Many financial planners are now recommending reverse mortgages, as they have finally begun to recognize the strategic uses of home equity as a retirement planning tool. Sadly, however, many will consider the product only once their other retirement funds are depleted. This “last resort” tactic has shown to be less than optimal in academic studies by Barry Sacks, Wade Pfau, John Salter, and others. When you begin to understand the dynamics of the federally-insured Home Equity Conversion Mortgage (HECM), you’ll find that waiting often doesn’t make sense.
WAITING SIMPLY DOESN’T PAY
In 2015, I wrote a piece titled Waiting Simply Doesn’t Pay. In the blog, I made the following statement:
“If you only have a basic understanding of Reverse Mortgages, then waiting appears to be the right advice. After all, older borrowers get more money, right? If I wait 5 more years, not only will I be older, but my home will be worth more, and I will have paid down my forward mortgage. These may seem like logical reasons to wait… to the novice.”
I went on to explain the following three reasons why it doesn’t pay to wait:
- Reverse Mortgage proceeds are based on interest rates. When rates go up, new applicants may have access to much less of their home equity.
- Waiting sacrifices compounding line-of-credit (LOC) growth. The LOC growth is maximized by obtaining the reverse mortgage early and letting time do its work.

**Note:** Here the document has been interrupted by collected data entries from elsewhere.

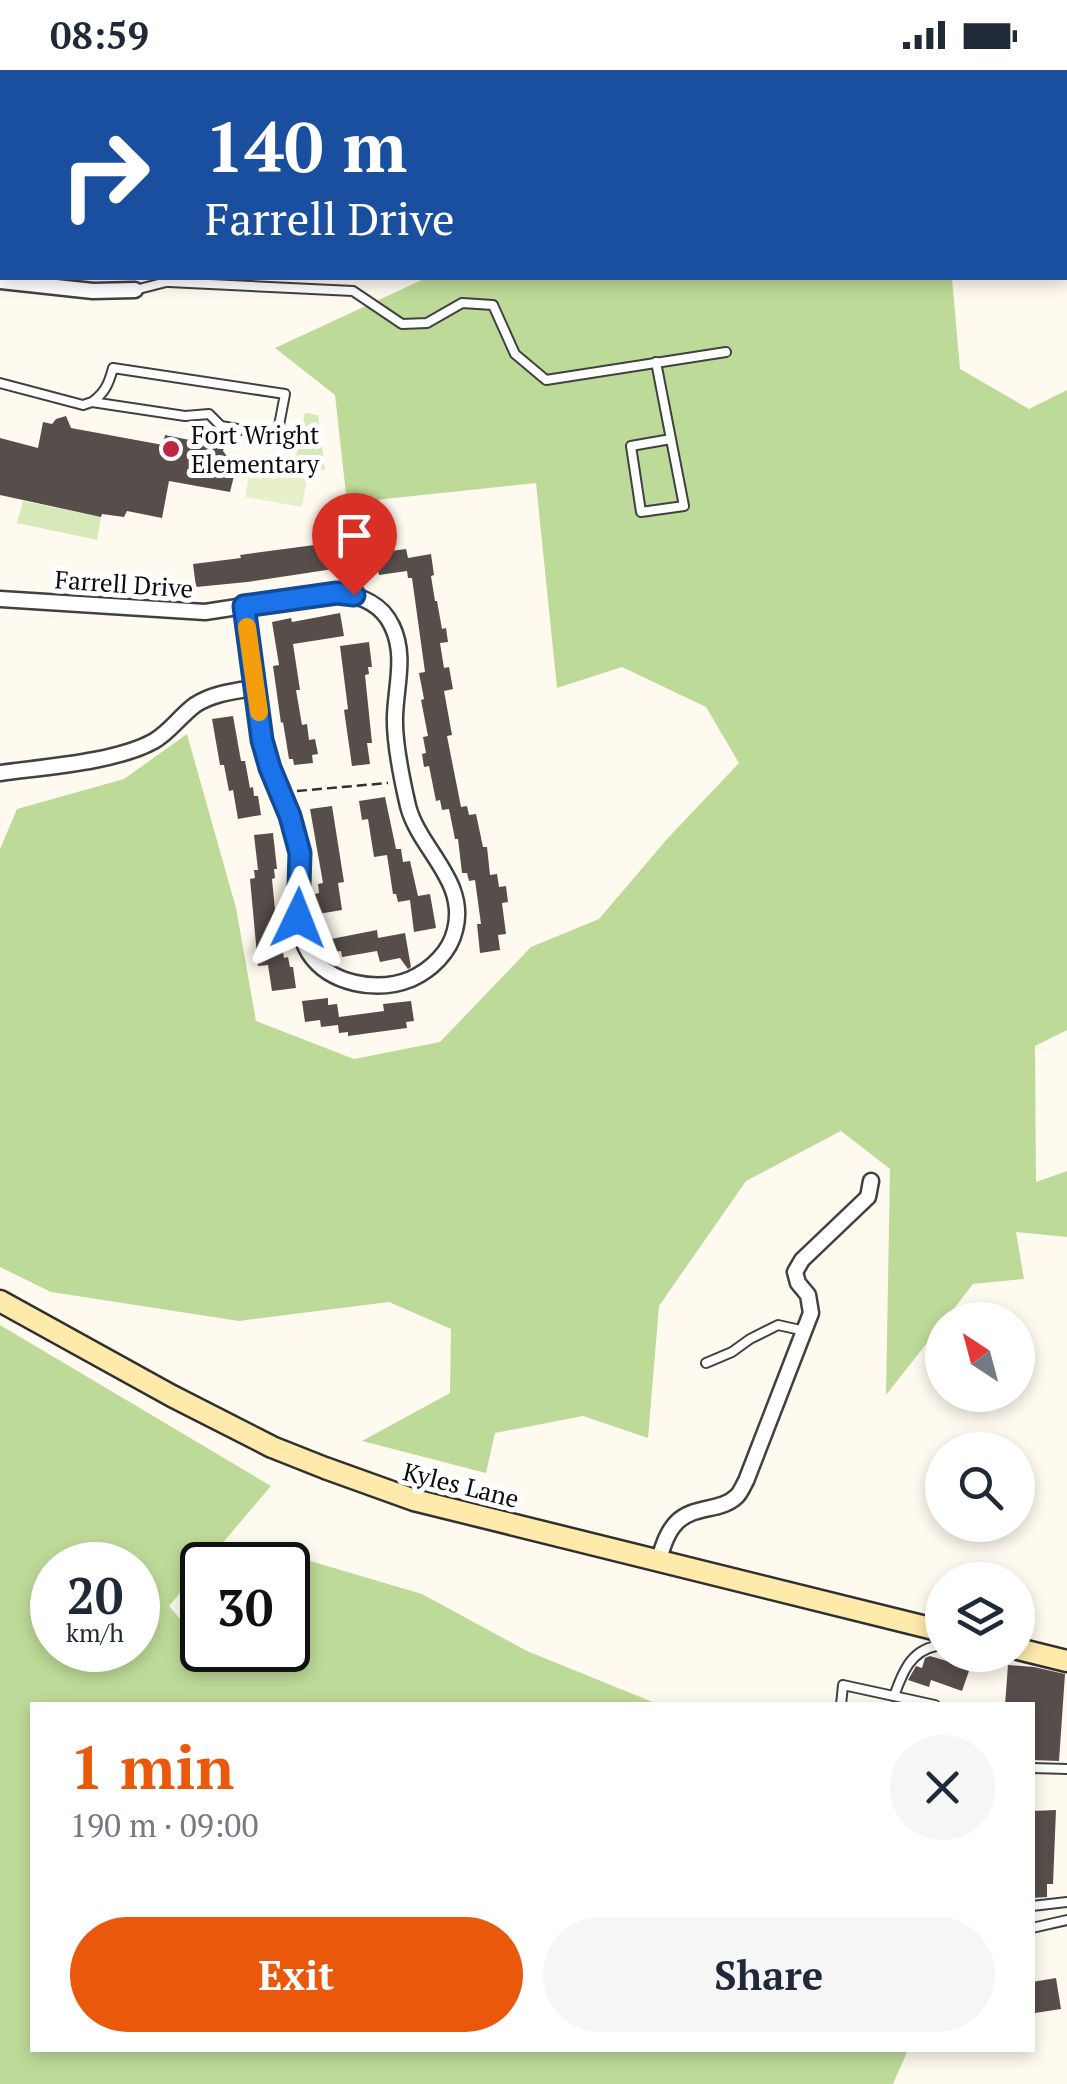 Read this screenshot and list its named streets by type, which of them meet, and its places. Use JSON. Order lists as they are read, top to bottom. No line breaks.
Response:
{"streets":{"main road":["Kyles Lane"],"street":["Farrell Drive"]},"places":["Fort Wright Elementary"],"north":"top left","page":{"status":"08:59","turn":["140 m","Farrell Drive"],"speed":"20 km/h","limit":"30","heading":["1 min","190 m · 09:00"],"buttons":["Exit","Share"]}} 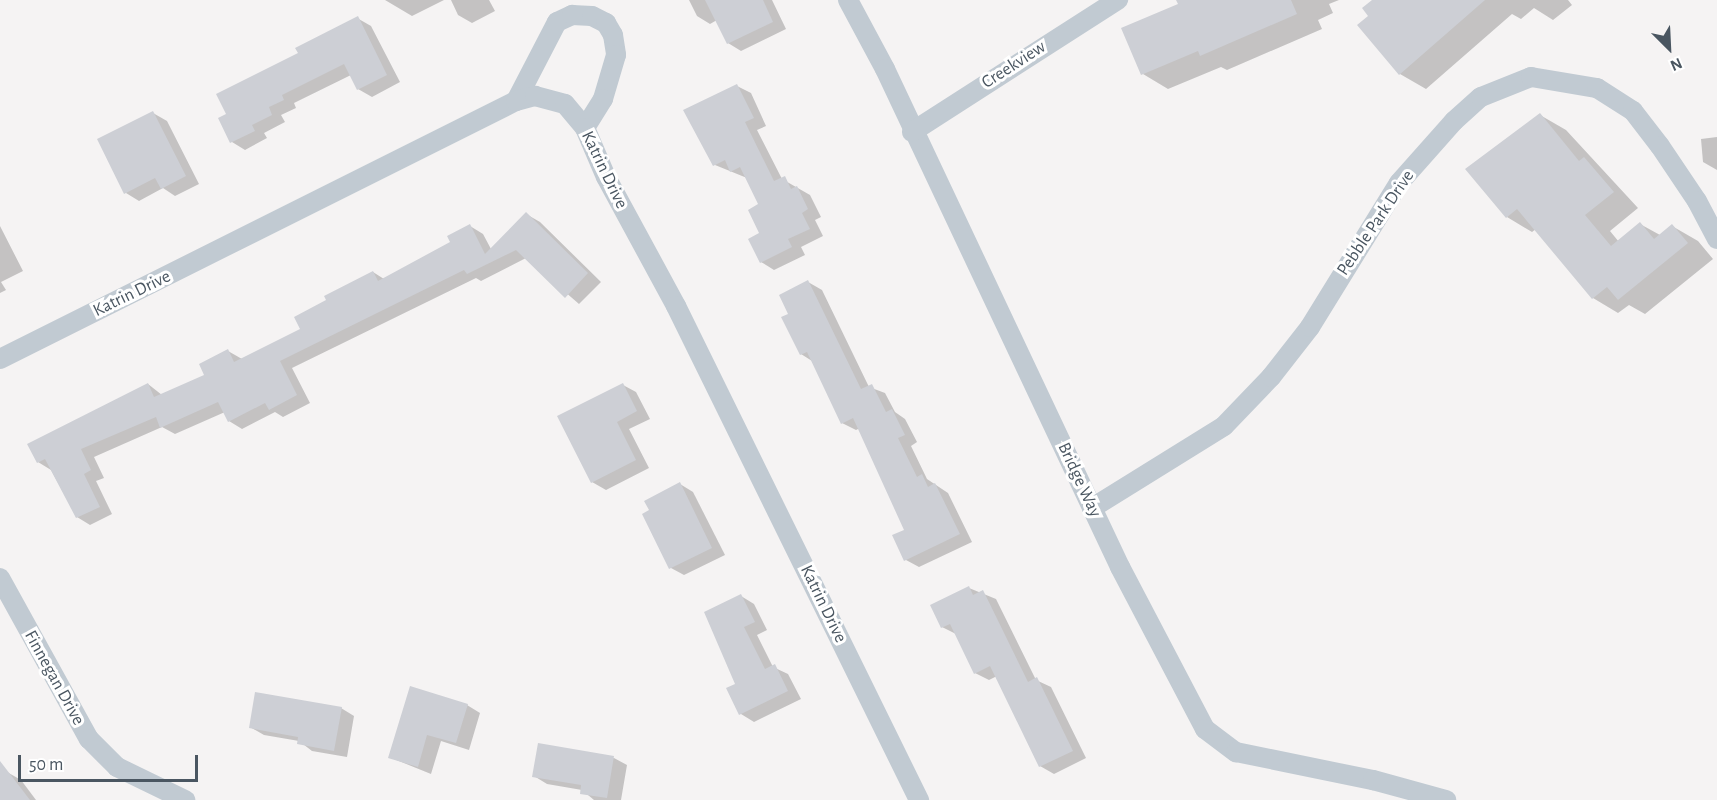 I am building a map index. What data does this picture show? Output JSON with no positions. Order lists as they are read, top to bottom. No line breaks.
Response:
{"streets":{"street":["Creekview","Katrin Drive","Pebble Park Drive","Bridge Way","Finnegan Drive"]},"crossings":[["Creekview","Bridge Way"],["Pebble Park Drive","Bridge Way"]],"scale_bar":"50 m","north":"bottom right"} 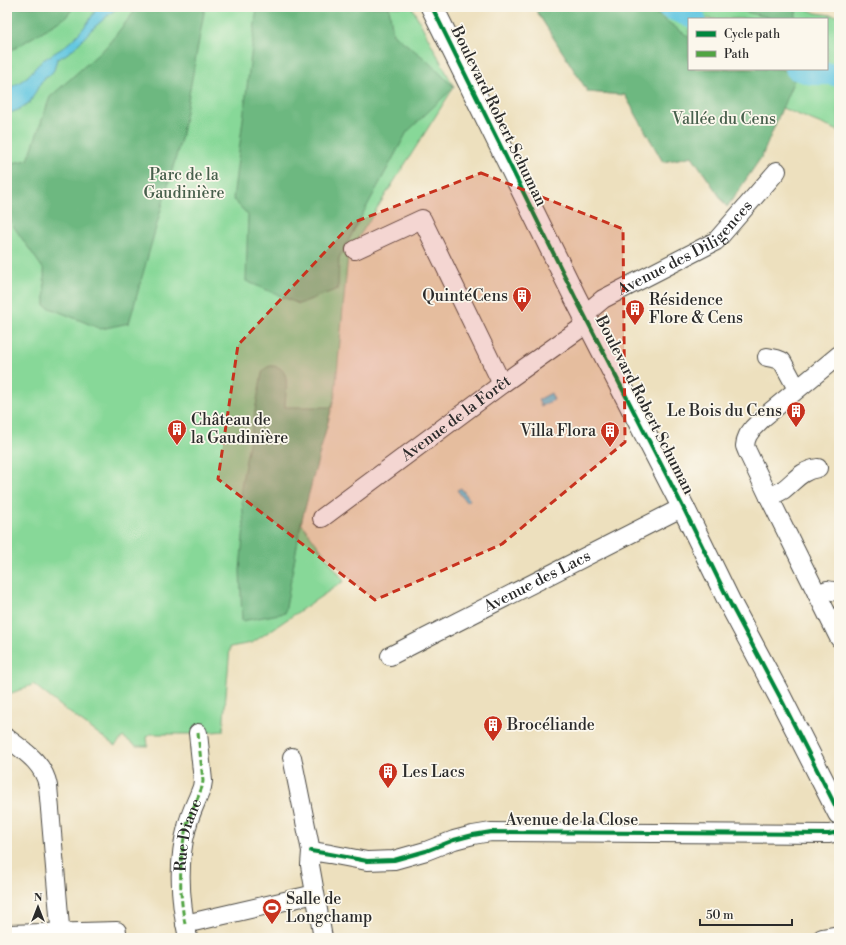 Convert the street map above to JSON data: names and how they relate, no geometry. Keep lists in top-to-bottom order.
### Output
{
  "streets": {
    "main road": ["Boulevard Robert Schuman"],
    "street": [
      "Avenue des Diligences",
      "Avenue de la Forêt",
      "Avenue des Lacs",
      "Avenue de la Close",
      "Rue Diane"
    ]
  },
  "crossings": [
    ["Boulevard Robert Schuman", "Avenue des Diligences"],
    ["Boulevard Robert Schuman", "Avenue de la Forêt"],
    ["Boulevard Robert Schuman", "Avenue des Lacs"],
    ["Avenue des Diligences", "Avenue de la Forêt"]
  ],
  "parks": ["Vallée du Cens", "Parc de la Gaudinière"],
  "places": {
    "building": [
      "QuintéCens",
      "Résidence Flore & Cens",
      "Le Bois du Cens",
      "Château de la Gaudinière",
      "Villa Flora",
      "Brocéliande",
      "Les Lacs"
    ],
    "sports": ["Salle de Longchamp"]
  },
  "legend": ["Cycle path", "Path"],
  "scale_bar": "50 m",
  "north": "top"
} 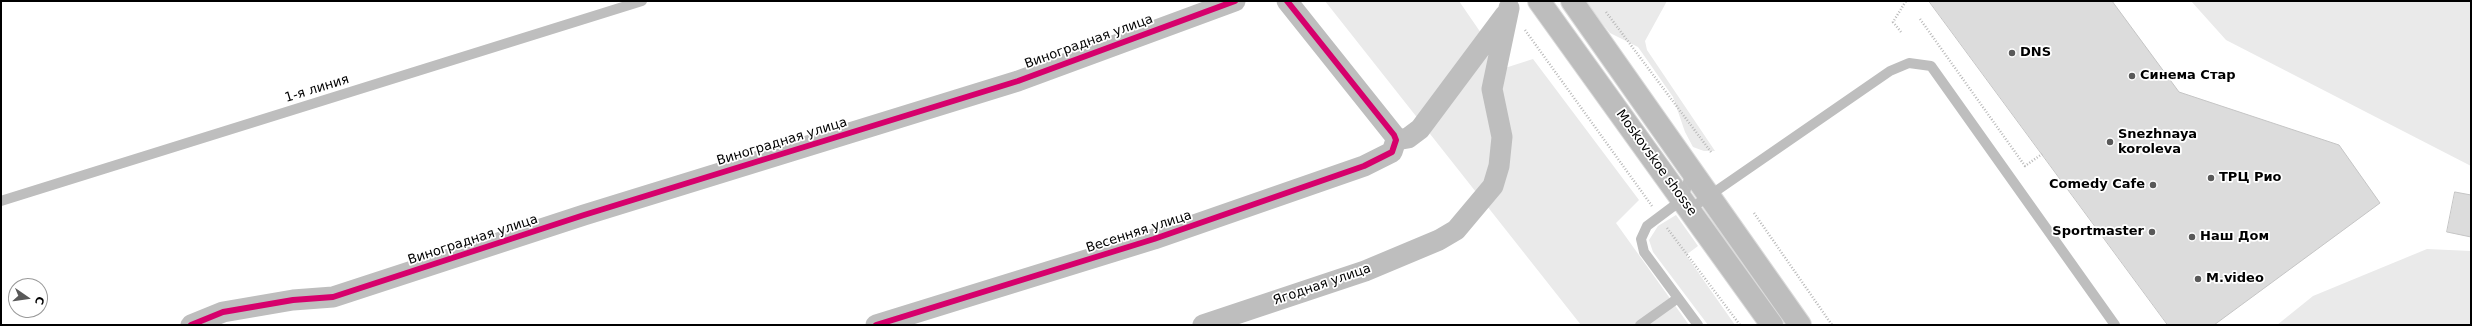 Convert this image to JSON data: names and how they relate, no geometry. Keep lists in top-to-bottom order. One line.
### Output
{"streets":{"main road":["Moskovskoe shosse"],"street":["Виноградная улица","Весенняя улица","Ягодная улица"],"lane":["1-я линия"]},"places":["DNS","Синема Стар","Snezhnaya koroleva","ТРЦ Рио","Comedy Cafe","Sportmaster","Наш Дом","M.video"],"north":"right"} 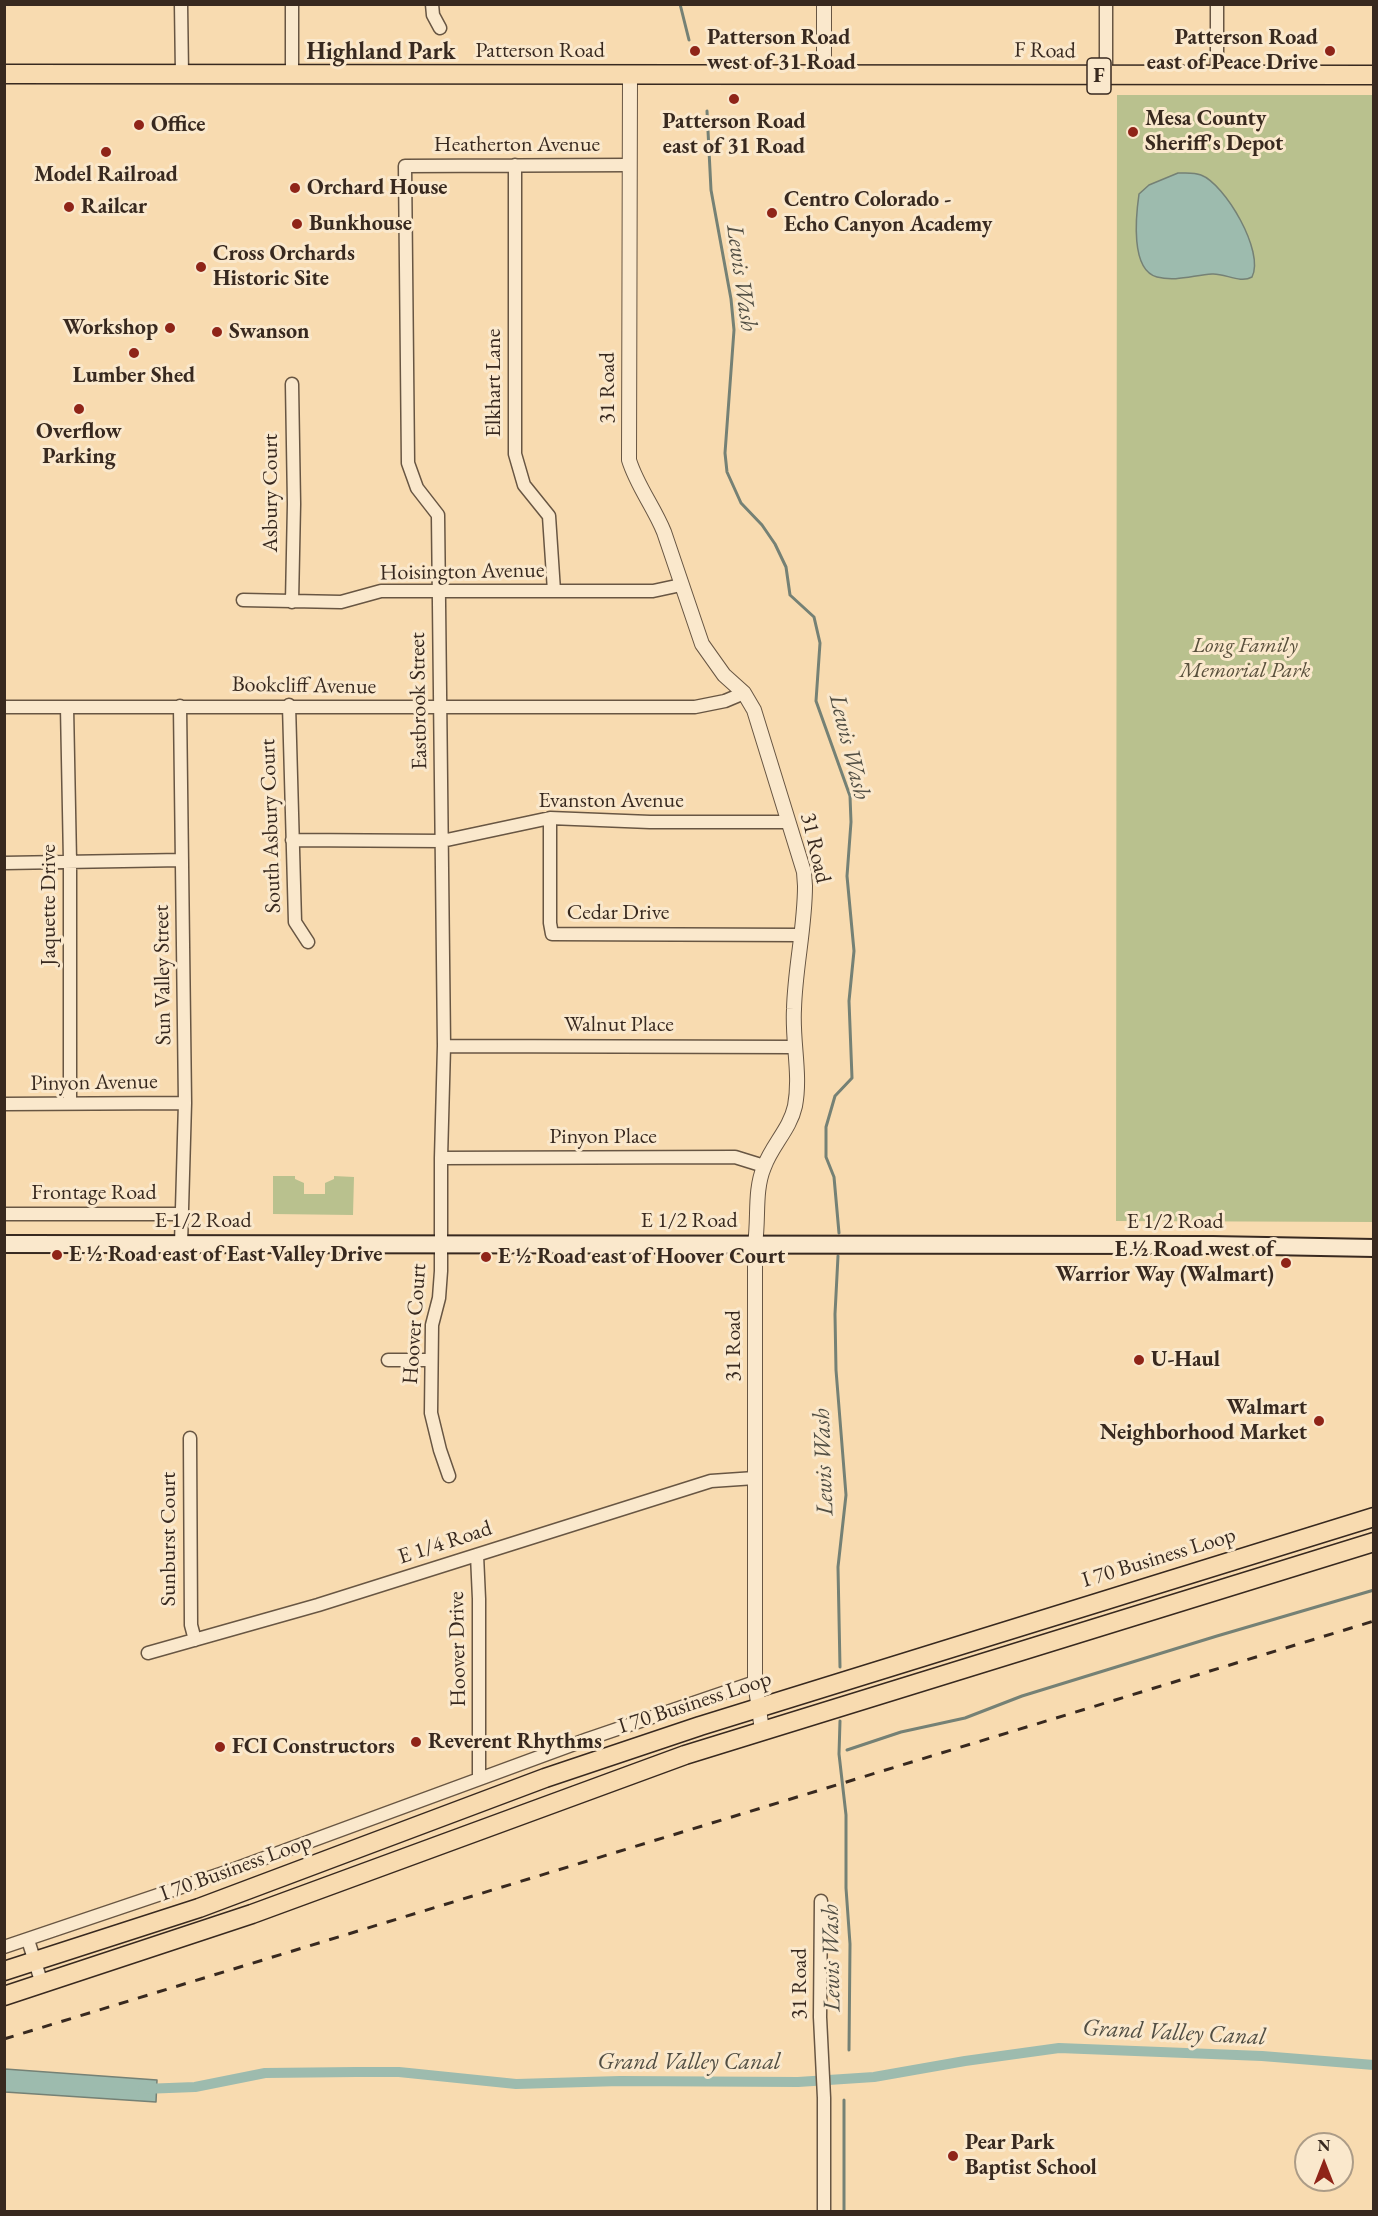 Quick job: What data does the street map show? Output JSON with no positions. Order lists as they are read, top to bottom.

- There is no guarantee one will qualify in the future. Financial Assessment has made it harder to obtain a reverse mortgage at a time when you are more likely to need it.
What I didn’t explain in my previous blog is that the costs and benefits of waiting are easily quantifiable.
WHAT IS THE INCREMENTAL BENEFIT OF WAITING ONE YEAR?
Even if the HECM program remains unchanged, and expected rates stay low (rounding to 5.0% or lower) in the future, the incremental benefit of the client being one year older, averages less than 1% more in principal.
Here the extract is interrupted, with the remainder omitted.